Nous aurons un regard attentif aux enfants en situation de handicap qui sont plus que les autres à la merci des violences familiales et sexuelles ; à ceux des outre-mer où les dispositifs de protection sont souvent débordés ; ou aux enfants placés dans des établissements spécialisés, pour qu'ils ne subissent pas de double peine.

Il faut aussi mieux réguler le numérique, où les violences sexuelles et le harcèlement explosent. Nous recruterons plus d'administrateurs ad hoc, chargés de remplacer les représentants légaux auprès des enfants et qui ont une fonction d'accompagnement juridique, administratif et psychologique importante. Enfin, pour sensibiliser la société entière, nous allons démarrer une campagne choc, en commençant par les violences sexuelles dans la famille, celles que subissent le plus les enfants.

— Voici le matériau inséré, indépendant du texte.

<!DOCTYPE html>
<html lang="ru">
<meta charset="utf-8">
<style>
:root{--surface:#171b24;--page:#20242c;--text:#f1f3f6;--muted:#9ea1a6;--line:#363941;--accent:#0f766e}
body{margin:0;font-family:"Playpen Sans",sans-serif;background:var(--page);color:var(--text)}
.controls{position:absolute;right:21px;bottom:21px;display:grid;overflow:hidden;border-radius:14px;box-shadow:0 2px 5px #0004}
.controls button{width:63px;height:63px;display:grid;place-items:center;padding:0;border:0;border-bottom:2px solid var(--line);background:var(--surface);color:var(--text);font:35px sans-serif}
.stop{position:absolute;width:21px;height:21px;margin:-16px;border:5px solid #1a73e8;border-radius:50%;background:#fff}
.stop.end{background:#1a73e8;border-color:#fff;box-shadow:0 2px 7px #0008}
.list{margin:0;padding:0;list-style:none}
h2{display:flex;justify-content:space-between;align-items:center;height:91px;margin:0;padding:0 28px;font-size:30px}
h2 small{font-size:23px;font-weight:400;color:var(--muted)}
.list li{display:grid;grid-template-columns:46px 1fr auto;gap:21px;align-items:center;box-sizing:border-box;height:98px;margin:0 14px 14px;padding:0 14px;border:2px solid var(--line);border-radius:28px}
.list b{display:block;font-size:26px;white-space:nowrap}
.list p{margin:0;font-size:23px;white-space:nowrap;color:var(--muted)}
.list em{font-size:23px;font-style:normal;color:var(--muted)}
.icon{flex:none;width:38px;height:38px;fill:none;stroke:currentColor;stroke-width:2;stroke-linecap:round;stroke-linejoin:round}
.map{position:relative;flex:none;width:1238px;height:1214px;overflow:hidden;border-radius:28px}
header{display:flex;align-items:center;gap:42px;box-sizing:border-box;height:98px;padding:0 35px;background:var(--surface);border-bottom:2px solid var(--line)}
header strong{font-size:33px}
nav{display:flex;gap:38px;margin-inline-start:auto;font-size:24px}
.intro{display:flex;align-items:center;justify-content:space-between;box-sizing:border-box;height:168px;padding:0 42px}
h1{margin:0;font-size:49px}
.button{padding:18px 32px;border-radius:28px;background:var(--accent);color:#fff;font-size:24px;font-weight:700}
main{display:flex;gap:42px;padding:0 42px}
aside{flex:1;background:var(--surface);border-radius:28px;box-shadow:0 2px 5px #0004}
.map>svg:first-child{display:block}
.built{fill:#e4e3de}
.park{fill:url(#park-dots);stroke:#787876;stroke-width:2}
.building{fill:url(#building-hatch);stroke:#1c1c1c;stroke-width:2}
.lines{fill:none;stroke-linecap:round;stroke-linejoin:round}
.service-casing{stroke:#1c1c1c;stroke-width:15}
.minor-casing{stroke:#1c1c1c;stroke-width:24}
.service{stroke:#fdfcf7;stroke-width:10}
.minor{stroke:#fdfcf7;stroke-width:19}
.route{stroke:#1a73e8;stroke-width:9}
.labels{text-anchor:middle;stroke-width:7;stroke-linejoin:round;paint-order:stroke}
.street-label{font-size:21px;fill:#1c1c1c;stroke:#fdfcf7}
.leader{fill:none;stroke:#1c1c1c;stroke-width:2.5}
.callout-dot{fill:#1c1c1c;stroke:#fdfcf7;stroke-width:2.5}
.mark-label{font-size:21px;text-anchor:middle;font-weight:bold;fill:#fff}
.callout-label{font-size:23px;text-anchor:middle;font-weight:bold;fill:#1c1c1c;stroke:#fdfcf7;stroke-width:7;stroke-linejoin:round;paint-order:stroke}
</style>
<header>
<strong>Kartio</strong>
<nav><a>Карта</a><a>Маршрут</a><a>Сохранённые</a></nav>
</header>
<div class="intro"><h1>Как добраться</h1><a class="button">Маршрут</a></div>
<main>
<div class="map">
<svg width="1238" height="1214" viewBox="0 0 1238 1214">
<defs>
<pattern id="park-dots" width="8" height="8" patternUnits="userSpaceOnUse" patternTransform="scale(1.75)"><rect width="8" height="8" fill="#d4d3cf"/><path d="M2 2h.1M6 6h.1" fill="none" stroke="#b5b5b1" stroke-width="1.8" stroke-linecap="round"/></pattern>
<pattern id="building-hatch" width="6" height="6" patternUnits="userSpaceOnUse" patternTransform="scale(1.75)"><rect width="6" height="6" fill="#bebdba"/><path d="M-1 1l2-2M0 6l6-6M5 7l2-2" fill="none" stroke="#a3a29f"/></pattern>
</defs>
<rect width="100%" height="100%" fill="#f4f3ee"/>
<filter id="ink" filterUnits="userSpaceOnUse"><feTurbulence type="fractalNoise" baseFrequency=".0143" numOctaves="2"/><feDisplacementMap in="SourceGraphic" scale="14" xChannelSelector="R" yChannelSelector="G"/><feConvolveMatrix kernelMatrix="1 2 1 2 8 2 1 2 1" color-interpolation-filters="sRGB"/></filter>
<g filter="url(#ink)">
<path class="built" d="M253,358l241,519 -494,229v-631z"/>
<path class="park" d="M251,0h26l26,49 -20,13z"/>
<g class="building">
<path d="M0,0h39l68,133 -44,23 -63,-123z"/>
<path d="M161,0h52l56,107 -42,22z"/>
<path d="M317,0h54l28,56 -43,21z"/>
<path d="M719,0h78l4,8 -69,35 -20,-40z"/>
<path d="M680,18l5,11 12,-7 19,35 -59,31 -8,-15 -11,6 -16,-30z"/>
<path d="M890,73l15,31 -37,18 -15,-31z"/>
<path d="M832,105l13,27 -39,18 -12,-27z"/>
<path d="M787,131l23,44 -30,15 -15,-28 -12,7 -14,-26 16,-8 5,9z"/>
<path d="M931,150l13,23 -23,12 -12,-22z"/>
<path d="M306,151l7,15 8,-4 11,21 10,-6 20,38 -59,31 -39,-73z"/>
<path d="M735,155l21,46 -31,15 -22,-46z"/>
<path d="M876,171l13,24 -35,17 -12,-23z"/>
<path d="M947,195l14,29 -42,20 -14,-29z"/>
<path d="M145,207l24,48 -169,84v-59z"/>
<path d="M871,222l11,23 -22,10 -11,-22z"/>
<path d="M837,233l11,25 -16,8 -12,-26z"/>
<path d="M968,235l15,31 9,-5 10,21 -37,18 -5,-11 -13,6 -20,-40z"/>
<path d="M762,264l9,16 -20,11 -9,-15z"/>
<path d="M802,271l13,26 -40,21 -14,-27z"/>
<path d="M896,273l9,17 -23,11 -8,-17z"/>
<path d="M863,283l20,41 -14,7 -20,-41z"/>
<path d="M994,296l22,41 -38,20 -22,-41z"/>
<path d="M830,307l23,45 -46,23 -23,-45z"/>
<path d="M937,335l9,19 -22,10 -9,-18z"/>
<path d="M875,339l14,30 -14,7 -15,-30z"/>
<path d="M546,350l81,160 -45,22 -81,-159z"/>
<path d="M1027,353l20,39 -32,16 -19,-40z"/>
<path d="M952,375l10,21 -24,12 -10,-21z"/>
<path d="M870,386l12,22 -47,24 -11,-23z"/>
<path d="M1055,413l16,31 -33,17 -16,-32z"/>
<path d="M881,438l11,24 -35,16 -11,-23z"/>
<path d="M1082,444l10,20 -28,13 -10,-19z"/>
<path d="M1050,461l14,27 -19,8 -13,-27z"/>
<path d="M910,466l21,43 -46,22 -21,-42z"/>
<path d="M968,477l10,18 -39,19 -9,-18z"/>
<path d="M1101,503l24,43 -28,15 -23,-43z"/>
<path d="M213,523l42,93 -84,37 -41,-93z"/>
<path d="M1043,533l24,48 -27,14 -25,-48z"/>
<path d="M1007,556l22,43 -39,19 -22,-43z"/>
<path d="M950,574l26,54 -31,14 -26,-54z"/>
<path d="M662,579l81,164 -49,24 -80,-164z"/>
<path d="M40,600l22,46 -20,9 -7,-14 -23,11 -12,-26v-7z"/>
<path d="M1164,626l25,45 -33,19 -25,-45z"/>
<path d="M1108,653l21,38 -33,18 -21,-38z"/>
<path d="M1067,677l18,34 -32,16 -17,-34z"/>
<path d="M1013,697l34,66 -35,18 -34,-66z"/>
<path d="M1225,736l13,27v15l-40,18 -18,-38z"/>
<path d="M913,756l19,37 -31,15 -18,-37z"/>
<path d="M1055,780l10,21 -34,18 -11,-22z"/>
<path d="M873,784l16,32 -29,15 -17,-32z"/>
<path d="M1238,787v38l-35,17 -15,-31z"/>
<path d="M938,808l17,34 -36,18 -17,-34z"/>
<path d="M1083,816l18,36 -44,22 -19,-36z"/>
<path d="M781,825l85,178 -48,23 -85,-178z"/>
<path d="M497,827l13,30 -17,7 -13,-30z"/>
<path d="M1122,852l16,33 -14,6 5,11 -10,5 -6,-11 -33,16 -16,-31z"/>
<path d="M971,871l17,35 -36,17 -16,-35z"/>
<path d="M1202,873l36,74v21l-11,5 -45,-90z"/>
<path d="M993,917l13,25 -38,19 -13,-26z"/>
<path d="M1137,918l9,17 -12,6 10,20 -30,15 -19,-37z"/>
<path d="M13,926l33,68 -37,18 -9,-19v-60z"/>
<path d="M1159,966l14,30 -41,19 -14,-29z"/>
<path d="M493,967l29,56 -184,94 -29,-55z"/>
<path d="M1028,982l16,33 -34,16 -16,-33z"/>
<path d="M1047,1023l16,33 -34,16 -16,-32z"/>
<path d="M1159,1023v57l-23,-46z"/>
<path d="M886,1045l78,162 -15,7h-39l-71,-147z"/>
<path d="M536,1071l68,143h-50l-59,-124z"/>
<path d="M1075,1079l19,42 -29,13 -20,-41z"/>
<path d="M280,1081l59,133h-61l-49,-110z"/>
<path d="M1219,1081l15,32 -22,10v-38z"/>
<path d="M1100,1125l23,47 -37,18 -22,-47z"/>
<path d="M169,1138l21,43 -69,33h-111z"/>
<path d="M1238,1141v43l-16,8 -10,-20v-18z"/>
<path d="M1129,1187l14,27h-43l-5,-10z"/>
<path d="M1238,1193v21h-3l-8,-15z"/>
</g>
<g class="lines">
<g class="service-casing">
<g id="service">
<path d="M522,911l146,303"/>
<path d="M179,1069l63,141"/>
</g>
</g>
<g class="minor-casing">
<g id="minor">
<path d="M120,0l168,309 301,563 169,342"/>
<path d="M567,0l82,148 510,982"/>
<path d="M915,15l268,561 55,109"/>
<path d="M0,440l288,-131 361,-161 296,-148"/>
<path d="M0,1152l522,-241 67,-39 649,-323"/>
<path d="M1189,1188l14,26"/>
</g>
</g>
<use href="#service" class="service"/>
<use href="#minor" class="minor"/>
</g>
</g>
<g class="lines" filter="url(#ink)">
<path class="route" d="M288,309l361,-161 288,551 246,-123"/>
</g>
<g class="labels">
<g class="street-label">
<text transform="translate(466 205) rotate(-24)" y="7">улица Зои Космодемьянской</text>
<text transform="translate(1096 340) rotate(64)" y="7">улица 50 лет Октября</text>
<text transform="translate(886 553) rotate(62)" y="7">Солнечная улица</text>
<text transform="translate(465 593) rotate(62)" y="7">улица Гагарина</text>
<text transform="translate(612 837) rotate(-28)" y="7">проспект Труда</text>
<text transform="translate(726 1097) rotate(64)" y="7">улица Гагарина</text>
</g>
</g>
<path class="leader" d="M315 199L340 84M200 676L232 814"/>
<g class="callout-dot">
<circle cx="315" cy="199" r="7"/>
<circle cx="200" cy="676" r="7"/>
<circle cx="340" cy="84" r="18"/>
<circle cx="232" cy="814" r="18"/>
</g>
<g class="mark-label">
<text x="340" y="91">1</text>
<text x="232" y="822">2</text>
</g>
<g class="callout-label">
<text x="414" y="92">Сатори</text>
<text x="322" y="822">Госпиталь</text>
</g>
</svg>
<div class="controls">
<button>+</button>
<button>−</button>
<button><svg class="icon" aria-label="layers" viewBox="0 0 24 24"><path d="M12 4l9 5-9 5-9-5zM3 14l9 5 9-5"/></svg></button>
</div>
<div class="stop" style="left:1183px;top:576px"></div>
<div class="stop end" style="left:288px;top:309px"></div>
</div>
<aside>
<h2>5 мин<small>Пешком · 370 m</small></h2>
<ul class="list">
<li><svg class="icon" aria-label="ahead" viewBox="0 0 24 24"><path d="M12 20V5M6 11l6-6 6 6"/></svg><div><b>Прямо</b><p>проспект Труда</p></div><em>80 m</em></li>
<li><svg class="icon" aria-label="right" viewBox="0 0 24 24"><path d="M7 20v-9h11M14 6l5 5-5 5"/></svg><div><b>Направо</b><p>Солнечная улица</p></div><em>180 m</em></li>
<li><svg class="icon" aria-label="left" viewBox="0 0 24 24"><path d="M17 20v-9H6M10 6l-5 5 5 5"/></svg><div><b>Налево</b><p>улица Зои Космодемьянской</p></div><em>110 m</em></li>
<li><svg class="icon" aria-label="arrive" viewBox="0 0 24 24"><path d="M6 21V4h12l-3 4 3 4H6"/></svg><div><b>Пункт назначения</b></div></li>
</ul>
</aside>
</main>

Un enfant meurt tous les 5 jours au sein de sa famille, mais ce décompte n'est pas fait, notamment dans les médias."
Charlotte Caubel

Aujourd'hui la société a du mal à regarder ces violences, parce qu'elles se déroulent dans le huis clos familial, pensez-vous qu'elle peut s'améliorer ?

Effectivement, notre société a du mal à regarder ce qu'il se passe dans la sphère familiale, notamment les violences physiques. Nous avons tendance à les agglomérer avec les violences intrafamiliales et à ne pas en faire un sujet à part. Un enfant meurt tous les 5 jours au sein de sa famille, mais ce décompte n'est pas fait, notamment dans les médias, comme peut l'être celui des féminicides. 

Aussi, notre pays n'est pas mature sur la question des violences éducatives ordinaires (violences physiques, psychologiques ou verbales, considérées comme légitimes car exercées dans un but éducatif, ndlr) interdites dans de plus en plus de pays. En France, 8 familles sur 10 (*) reconnaissent y avoir eu recours.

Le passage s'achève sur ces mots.